As its name suggests, extreme value theory deals with extreme deviations from the average, e.g., how often will rainfall be heavy enough to cause a river to overflow its banks.
The initial list of statistical topics to I thought ought to be covered in my evidence-based software engineering book included extreme value theory. At the time, and even today, there were/are no books covering “Statistics for software engineering”, so I had no prior work to guide my selection of topics. I was keen to cover all the important topics, had heard of it in several (non-software) contexts and jumped to the conclusion that it must be applicable to software engineering.
Years pass: the draft accumulate a wide variety of analysis techniques applied to software engineering data, but, no use of extreme value theory.

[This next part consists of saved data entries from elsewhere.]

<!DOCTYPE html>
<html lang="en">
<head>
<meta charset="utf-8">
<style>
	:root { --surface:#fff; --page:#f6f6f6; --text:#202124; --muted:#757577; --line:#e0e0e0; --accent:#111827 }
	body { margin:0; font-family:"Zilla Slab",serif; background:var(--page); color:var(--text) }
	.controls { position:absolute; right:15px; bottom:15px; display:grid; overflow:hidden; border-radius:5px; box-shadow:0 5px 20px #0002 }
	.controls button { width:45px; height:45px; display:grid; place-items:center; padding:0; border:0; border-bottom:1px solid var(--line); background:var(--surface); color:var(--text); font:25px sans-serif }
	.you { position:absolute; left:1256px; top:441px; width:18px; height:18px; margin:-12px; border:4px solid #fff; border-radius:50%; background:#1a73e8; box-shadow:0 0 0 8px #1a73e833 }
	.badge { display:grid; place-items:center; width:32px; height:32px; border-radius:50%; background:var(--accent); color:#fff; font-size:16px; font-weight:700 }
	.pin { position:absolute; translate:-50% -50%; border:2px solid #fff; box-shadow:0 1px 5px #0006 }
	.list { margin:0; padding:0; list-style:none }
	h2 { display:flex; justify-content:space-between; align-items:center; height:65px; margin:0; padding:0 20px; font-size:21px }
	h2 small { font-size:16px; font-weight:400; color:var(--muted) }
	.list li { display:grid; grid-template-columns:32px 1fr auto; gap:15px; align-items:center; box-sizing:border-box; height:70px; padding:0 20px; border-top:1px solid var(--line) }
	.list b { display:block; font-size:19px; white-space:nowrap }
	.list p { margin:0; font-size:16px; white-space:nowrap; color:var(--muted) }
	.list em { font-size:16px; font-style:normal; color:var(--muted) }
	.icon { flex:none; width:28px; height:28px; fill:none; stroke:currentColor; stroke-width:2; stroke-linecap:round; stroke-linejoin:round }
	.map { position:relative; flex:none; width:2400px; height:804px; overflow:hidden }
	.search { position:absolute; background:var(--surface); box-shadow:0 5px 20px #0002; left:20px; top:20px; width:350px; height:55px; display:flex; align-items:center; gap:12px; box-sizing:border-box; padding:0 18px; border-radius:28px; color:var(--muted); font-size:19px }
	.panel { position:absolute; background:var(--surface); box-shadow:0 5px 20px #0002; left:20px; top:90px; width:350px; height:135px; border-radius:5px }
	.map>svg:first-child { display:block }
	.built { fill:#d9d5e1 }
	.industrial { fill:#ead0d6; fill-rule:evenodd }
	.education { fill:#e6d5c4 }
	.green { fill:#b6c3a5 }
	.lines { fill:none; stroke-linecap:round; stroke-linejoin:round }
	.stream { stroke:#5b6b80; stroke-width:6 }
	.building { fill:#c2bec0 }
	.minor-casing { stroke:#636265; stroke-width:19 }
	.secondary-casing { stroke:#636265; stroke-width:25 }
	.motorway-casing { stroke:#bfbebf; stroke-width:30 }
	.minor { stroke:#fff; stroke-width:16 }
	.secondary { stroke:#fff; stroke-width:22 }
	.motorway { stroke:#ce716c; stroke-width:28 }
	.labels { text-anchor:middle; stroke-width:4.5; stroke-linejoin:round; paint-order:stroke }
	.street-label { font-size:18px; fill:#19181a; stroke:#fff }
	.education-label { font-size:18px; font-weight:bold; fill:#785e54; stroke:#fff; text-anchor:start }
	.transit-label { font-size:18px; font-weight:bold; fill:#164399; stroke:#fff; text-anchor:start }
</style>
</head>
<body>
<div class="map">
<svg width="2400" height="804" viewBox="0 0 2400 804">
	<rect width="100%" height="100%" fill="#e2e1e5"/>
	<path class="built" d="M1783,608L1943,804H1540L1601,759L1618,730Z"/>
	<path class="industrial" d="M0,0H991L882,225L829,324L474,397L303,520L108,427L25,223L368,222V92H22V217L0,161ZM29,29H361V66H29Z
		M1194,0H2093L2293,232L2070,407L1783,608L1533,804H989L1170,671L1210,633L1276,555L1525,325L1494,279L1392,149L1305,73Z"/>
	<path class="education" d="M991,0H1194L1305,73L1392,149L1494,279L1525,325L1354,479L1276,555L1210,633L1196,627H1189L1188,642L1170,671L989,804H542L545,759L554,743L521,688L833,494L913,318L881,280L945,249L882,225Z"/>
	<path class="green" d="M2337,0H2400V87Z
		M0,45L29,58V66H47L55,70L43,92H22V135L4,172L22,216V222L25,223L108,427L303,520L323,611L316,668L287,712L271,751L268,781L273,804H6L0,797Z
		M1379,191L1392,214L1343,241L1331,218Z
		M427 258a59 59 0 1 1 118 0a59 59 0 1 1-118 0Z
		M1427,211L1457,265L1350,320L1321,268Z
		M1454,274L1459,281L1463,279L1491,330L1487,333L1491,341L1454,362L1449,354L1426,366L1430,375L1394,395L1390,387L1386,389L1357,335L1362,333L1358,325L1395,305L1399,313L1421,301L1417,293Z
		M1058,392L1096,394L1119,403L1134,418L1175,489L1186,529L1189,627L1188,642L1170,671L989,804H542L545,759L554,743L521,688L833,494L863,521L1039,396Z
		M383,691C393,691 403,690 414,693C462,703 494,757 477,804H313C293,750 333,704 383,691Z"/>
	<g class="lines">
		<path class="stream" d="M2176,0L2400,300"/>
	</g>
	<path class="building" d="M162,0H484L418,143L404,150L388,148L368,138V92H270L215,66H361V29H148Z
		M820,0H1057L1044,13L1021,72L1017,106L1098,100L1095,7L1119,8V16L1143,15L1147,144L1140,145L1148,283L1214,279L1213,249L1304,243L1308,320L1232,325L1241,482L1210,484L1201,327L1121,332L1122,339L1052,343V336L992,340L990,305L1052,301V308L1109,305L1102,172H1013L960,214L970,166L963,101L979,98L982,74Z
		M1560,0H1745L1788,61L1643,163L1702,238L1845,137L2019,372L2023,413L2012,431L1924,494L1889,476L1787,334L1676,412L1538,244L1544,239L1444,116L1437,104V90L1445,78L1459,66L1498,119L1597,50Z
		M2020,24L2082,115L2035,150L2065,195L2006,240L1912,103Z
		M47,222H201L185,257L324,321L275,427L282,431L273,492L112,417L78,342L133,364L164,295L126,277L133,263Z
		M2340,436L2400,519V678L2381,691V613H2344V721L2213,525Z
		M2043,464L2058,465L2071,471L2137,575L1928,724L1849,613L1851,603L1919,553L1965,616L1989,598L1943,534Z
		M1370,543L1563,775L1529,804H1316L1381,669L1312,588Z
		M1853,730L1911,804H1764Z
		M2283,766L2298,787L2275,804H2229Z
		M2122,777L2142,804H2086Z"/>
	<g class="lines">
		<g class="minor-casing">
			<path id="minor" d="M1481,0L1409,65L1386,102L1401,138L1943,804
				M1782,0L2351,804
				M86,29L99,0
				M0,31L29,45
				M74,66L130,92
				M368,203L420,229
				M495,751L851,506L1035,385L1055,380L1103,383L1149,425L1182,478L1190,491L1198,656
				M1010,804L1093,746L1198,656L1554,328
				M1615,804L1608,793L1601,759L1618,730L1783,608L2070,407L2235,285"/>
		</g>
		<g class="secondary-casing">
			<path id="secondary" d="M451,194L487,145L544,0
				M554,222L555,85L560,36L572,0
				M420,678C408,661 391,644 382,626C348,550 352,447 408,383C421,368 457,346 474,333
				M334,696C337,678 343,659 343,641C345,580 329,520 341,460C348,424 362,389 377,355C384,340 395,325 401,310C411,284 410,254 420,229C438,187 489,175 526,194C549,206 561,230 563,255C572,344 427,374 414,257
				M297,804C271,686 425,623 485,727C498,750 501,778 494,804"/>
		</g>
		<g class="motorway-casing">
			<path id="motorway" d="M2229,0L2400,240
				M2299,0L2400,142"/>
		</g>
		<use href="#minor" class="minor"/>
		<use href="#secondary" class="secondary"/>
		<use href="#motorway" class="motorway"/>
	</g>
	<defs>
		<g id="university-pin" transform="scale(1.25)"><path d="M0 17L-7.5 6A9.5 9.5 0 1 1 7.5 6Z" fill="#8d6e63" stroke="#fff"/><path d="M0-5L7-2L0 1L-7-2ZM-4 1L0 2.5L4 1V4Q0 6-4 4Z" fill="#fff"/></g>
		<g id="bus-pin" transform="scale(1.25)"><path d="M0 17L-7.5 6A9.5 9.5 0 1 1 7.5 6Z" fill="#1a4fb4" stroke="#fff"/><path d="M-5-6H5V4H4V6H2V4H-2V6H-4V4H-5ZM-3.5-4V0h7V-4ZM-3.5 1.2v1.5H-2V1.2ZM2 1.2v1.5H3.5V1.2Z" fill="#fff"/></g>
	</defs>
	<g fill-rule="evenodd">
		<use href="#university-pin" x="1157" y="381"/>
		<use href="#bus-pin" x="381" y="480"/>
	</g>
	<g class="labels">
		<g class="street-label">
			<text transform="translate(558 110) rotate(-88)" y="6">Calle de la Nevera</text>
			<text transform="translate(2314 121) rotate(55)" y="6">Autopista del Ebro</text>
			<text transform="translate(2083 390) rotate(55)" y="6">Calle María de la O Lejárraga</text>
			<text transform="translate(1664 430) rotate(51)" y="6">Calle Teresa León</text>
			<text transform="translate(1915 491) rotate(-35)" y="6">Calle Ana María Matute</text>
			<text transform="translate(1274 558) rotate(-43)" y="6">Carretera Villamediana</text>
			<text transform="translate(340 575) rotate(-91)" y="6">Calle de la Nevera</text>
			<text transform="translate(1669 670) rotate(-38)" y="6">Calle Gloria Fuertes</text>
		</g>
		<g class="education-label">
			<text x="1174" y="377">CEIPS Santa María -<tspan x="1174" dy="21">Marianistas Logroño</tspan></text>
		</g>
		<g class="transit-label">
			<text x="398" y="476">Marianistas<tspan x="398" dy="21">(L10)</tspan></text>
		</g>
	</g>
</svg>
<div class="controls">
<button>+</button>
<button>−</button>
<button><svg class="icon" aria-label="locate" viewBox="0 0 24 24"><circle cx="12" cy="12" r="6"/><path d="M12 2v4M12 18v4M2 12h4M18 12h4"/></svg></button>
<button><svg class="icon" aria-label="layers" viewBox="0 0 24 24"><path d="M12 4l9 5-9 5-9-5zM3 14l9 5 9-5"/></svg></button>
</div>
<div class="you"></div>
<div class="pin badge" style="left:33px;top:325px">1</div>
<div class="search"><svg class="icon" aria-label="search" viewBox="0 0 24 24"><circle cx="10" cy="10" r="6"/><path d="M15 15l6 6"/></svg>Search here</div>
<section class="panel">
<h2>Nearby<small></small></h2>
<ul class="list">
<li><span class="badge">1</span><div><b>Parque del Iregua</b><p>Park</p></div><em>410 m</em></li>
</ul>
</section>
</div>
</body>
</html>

Something else does not happen: I don’t find any ‘Using extreme value theory to analyse data’ books. Yes, there are some really heavy-duty maths books available, but nothing of a practical persuasion.
The book’s Extreme value section becomes a subsection, then a subsubsection, and ended up inside a comment (I cannot bring myself to delete it).
It appears that extreme value theory is more talked about than used. I can understand why. Extreme events are newsworthy; rivers that don’t overflow their banks are not news.
Just over a month ago a discussion cropped up on the UK’s C++ standards’ panel mailing list: was email traffic down because of COVID-19? The panel’s convenor, Roger Orr, posted some data on monthly volumes. Oh, data
Monthly data is a bit too granular for detailed analysis over relatively short periods. After some poking around Roger was able to send me the date&time of every post to the WG21‘s Core and Lib reflectors, since February 2016 (there have been various changes of hosts and configurations over the years, and date of posts since 2016 was straightforward to obtain).
During our email exchanges, Roger had mentioned that every now and again a huge discussion thread comes out of nowhere. Woah, sounds like WG21 could do with some extreme value theory. How often are huge discussion threads likely to occur, and how huge is a once in 10-years thread that they might have to deal with?
There are two techniques for analysing the distribution of extreme values present in a sample (both based around the generalized extreme value distribution):
- Generalized Extreme Value (GEV) uses block maxima, e.g., maximum number of daily emails sent in each month,
- Generalized Pareto (GP) uses peak over threshold: pick a threshold and extract day values for when more than this threshold number of emails was sent.
The plots below show the maximum number of monthly emails that are expected to occur (y-axis) within a given number of months (x-axis), for WG21’s Core and Lib email lists. The circles are actual occurrences, and dashed lines 95% confidence intervals; GEP was used for these fits (code+data):
The 10-year return value for Core is around a daily maximum of 70 +-30, and closer to 200 +-100 for Lib.
The model used is very simplistic, and fails to take into account the growth in members joining these lists and traffic lost when a new mailing list is created for a new committee subgroup.
If any readers have suggests for uses of extreme value theory in software engineering, please let me know.
Postlude. This discussion has reordered events. My original interest in the mailing list data was the desire to find some evidence for the hypothesis that the volume of email increased as the date of the next WG21 meeting approached. For both Core and Lib, the volume actually decreases slightly as the date of the next meeting approaches; see code for details. Also, the volume of email at the weekend is around 60% lower than during weekdays.